The extent to which SJP will go in order to conceal its antisemitic agenda cannot be overstated. The group’s social media pages, including at Ryerson, claim that SJP “rejects and condemns any form of hatred or discrimination against any religious, racial, or ethnic group.”

Please continue reading after you’re done laughing.

SJP is, of course, the driving force behind the infamous Boycott, Divestment and Sanctions (BDS) movement on campus, which attempts to compare the state of Israel to the South African system of apartheid. Anyone who has seen Arabs and Jews working together in businesses across Israel, or watched Arab and Jewish patients treated equally in the nation’s hospitals, knows that this is bigotry. Indeed, it inverts reality: Israel is the only country in the region to not engage in ethnic cleansing. All of its neighbors now have less than 10 percent of their Jewish populations of a century ago — not so much because Jews wanted to leave, but because they were driven from their homes.

While the true intent of BDS is the destruction of Israel, it purports to “merely” call for Israel to abandon the holy cities and places forbidden to Jews by the Jordanian Army from 1948 to 1967.

BDS founder and SJP hero Omar Barghouti publicly promotes BDS, and freely admits that the movement’s goal is to exterminate the Jewish state.

In actuality, BDS has failed in terms of stemming international investment in Israel and isolating the country.

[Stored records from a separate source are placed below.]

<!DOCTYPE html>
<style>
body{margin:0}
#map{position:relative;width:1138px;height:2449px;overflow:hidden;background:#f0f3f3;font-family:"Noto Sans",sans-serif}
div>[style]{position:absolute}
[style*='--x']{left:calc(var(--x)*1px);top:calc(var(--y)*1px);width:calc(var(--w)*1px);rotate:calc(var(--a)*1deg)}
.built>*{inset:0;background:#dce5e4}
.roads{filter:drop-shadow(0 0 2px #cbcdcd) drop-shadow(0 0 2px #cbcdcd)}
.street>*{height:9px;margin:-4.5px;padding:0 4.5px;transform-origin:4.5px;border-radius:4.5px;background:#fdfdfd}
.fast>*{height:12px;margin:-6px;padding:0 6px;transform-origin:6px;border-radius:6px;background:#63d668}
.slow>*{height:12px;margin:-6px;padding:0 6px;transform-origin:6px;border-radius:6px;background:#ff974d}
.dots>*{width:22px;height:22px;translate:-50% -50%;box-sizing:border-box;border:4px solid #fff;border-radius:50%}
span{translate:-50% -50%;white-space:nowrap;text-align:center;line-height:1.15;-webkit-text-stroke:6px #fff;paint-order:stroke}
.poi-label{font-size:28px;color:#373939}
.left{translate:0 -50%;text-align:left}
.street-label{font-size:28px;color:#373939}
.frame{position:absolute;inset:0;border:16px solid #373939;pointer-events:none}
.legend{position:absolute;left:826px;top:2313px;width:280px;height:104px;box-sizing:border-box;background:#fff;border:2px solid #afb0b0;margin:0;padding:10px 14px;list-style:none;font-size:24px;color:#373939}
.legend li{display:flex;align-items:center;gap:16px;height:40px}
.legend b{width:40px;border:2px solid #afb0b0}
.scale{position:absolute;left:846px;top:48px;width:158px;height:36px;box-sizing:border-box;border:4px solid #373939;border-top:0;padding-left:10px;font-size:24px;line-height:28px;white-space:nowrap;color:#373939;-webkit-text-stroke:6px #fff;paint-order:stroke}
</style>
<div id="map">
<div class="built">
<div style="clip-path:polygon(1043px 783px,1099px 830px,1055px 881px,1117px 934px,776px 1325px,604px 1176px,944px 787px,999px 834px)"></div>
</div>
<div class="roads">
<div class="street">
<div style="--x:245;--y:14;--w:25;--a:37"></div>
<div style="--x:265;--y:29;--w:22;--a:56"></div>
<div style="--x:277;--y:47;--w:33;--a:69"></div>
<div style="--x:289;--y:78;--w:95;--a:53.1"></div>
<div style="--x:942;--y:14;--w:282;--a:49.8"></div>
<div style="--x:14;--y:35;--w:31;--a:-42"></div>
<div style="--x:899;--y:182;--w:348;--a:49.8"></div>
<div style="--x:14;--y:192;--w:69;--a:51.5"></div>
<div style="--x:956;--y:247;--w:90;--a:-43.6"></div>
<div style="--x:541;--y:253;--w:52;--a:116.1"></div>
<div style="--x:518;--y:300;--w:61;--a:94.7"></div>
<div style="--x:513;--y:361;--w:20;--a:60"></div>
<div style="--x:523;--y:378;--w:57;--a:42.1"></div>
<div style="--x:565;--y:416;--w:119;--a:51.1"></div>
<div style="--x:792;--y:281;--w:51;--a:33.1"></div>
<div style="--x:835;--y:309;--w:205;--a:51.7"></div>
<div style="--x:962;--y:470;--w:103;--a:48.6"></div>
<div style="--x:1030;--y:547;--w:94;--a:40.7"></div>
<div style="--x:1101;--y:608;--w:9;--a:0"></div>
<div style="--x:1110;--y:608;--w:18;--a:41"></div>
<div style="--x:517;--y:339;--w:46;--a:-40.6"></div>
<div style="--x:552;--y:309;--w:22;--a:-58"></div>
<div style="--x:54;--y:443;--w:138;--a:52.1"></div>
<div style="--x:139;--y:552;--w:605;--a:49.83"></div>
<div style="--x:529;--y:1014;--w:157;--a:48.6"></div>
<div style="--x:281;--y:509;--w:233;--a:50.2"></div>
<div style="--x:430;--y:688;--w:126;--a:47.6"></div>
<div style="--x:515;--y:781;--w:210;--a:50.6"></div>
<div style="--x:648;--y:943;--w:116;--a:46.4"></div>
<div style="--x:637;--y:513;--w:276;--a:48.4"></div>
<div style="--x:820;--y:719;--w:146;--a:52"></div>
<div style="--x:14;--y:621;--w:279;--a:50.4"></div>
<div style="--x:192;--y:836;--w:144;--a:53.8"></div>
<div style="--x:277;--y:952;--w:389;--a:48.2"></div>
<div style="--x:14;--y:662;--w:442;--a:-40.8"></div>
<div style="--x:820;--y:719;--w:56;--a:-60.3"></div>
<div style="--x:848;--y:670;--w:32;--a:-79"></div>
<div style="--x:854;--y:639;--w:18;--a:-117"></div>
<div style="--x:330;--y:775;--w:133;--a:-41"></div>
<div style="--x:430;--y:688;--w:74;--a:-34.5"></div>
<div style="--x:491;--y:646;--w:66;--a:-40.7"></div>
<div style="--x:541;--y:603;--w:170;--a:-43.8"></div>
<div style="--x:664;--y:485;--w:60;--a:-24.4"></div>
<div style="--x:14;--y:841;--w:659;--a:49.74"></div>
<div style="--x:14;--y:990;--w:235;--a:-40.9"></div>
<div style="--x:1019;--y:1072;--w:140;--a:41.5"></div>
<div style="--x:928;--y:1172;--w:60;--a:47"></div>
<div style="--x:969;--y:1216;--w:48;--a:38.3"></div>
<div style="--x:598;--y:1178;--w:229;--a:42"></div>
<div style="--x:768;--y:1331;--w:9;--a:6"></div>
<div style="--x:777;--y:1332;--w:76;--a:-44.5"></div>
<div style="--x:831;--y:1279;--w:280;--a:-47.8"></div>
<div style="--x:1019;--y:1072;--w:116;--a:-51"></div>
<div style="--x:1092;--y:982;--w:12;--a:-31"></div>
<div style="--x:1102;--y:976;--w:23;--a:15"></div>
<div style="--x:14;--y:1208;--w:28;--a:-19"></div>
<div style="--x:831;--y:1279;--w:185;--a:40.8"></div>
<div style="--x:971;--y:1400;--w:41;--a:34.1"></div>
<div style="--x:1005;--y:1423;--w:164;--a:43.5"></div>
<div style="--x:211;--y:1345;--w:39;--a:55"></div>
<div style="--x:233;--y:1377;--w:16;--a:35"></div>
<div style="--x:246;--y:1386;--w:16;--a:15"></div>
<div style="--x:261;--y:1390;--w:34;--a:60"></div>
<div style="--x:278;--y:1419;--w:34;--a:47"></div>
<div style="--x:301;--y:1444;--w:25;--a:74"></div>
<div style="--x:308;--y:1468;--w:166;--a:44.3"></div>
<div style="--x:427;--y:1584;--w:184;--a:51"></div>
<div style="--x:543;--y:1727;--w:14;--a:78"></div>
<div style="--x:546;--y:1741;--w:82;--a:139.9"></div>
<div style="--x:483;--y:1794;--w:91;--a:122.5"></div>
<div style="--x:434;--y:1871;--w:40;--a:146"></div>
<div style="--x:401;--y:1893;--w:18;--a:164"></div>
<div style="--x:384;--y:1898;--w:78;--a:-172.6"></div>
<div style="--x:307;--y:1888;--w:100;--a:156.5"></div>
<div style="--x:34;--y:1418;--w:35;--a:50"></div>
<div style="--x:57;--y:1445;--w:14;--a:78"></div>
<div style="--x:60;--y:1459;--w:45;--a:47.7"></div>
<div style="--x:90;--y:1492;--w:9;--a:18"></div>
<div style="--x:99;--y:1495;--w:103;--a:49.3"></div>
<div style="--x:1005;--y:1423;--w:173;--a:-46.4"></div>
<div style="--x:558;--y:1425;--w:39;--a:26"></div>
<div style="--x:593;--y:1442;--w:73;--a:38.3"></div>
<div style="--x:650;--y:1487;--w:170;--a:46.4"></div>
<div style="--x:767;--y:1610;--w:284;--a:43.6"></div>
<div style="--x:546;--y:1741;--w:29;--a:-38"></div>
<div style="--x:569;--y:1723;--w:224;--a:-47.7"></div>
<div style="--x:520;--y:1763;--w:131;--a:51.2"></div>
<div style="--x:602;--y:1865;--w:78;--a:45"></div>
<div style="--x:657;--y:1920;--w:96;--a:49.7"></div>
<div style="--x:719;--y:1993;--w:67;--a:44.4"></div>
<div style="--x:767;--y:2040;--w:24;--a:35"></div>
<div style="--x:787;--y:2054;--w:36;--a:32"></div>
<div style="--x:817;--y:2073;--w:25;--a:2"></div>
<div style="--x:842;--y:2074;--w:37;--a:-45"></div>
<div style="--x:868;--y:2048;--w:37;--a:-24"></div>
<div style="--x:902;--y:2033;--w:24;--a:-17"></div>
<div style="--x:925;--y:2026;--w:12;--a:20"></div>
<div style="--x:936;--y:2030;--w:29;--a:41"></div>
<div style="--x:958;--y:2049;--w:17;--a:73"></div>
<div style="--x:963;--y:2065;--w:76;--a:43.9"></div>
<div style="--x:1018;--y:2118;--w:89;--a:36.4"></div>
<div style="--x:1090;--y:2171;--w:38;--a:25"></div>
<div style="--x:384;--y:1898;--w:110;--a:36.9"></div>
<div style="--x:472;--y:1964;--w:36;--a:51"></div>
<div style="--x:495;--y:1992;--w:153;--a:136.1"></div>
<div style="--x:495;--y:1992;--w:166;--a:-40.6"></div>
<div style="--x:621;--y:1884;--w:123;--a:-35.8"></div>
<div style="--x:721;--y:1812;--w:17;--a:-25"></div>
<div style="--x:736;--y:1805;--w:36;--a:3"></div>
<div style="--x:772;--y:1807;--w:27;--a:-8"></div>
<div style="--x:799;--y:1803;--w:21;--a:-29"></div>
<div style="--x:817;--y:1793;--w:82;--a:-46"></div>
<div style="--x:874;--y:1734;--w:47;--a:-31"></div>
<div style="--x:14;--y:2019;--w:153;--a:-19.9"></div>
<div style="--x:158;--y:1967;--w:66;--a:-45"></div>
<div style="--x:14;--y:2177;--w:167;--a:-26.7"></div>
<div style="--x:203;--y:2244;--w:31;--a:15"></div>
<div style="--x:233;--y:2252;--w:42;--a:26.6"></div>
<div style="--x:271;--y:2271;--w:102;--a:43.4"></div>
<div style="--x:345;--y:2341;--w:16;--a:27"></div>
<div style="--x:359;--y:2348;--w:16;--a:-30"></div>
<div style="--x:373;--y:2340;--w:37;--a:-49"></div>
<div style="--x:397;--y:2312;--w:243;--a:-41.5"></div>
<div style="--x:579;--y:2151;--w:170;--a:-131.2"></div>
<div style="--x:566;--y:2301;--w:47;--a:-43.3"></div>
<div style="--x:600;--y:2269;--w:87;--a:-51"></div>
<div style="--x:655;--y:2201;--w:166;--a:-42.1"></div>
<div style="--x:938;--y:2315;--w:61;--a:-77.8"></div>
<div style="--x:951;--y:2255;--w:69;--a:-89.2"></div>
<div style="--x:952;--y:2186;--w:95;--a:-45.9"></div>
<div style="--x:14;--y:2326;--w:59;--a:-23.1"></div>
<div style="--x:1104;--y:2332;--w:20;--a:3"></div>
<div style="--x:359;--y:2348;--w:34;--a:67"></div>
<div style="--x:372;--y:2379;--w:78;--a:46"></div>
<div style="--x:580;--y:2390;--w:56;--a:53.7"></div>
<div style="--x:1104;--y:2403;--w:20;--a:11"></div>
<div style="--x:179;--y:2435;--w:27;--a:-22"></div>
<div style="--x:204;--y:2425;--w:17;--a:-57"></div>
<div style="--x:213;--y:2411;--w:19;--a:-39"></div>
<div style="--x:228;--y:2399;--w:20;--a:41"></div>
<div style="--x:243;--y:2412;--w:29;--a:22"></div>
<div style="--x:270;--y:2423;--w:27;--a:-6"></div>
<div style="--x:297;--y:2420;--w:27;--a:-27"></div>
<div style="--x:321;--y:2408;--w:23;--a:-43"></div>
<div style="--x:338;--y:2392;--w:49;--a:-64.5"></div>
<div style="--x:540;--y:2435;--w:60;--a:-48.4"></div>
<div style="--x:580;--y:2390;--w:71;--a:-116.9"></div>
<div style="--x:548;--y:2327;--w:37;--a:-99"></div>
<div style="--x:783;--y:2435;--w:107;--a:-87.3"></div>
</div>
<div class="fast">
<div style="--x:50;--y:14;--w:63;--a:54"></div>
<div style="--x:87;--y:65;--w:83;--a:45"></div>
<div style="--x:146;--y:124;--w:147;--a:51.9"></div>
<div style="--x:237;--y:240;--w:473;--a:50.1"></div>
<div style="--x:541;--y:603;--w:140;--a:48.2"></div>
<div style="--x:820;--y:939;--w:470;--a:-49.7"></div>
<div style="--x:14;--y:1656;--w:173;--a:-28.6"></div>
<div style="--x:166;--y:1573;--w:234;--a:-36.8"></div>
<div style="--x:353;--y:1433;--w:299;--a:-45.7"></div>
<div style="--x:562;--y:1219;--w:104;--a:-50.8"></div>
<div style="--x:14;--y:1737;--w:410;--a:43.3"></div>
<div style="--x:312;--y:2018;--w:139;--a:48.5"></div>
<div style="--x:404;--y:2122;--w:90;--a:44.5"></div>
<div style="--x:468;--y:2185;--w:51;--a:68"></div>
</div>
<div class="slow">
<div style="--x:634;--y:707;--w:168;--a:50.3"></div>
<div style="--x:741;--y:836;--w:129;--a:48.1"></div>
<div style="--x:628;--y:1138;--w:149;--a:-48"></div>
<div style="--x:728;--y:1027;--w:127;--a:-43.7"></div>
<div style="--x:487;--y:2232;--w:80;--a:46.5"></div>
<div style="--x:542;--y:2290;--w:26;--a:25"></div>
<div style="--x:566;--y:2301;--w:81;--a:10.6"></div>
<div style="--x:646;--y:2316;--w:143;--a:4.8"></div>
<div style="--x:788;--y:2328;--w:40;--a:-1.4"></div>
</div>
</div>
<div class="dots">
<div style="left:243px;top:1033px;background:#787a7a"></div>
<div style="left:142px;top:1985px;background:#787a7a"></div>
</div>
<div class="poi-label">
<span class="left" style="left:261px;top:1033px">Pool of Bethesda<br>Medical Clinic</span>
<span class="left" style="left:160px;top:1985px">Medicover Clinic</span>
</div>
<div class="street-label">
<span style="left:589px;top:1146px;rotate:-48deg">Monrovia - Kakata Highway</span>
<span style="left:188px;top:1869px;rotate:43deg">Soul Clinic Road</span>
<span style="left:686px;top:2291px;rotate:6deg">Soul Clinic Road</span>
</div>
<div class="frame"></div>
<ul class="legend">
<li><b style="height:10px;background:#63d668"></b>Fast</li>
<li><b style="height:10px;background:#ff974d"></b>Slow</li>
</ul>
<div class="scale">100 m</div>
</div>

After a decade of BDS activity, foreign direct investment in Israel is substantially higher. The state is a leading provider of agricultural, technological and medical products and services. One British minister claimed that were the UK’s National Health Service to boycott Israel, more than 100 million prescriptions would be affected — resulting in both increased expenses and patient deaths.

In American state legislatures, BDS has backfired. It used to be that a company could participate in the old Arab boycott and still do business with every US state government. Thanks to BDS activity, dozens of these legislatures have already prohibited state contracts with businesses that boycott Israel, and many more states are taking up consideration of similar laws.

Yet there is one metric by which BDS is an unqualified success: inciting antisemitic hatred. Earlier this year, the AMCHA Initiative conducted a groundbreaking survey of more than 100 public and private US colleges with the largest Jewish undergraduate populations. While antisemitic incidents were found on a disturbingly high 16 percent of all campuses studied, that number rose to 99 percent when considering schools with “anti-Israel” groups — and on 100 percent of campuses with an SJP chapter there have been incidents of antisemitism. The presence of “anti-Israel” activity virtually guarantees antisemitic incidents.

Students must understand that SJP aligns itself with such paragons of human rights as Iran, Qatar and Saudi Arabia. In testimony before Congress earlier this year, Jonathan Schanzer, a former US Treasury Department official, traced the links between the murderous Hamas terror organization and leaders of American Muslims for Palestine, the off-campus funding source of SJP. Indeed, the AMP national campus coordinator recently called for Israel’s destruction and for individual Israelis to be murdered.

No one should realistically expect SJP members to behave in a moral or decent fashion, especially toward Jews. The disturbing reality is that it isn’t necessary for SJP activists to show any respect toward Jews because on college campuses and in many areas of polite society, antisemitism is part of the new normal.

BDS and its proponents, such as SJP, may be losing ground in terms of their stated goals. But if Jews, especially millennials, refuse to call them out for being the bigots they are, it will only be a matter of time before they achieve world stage victories.

And those consequences will be deadly.

Rabbi Yaakov Menken is a contributor to the Haym Salomon Center news and public policy group. He is director of Project Genesis and co-editor of Cross-currents.com, a journal of Orthodox Jewish thought and opinion.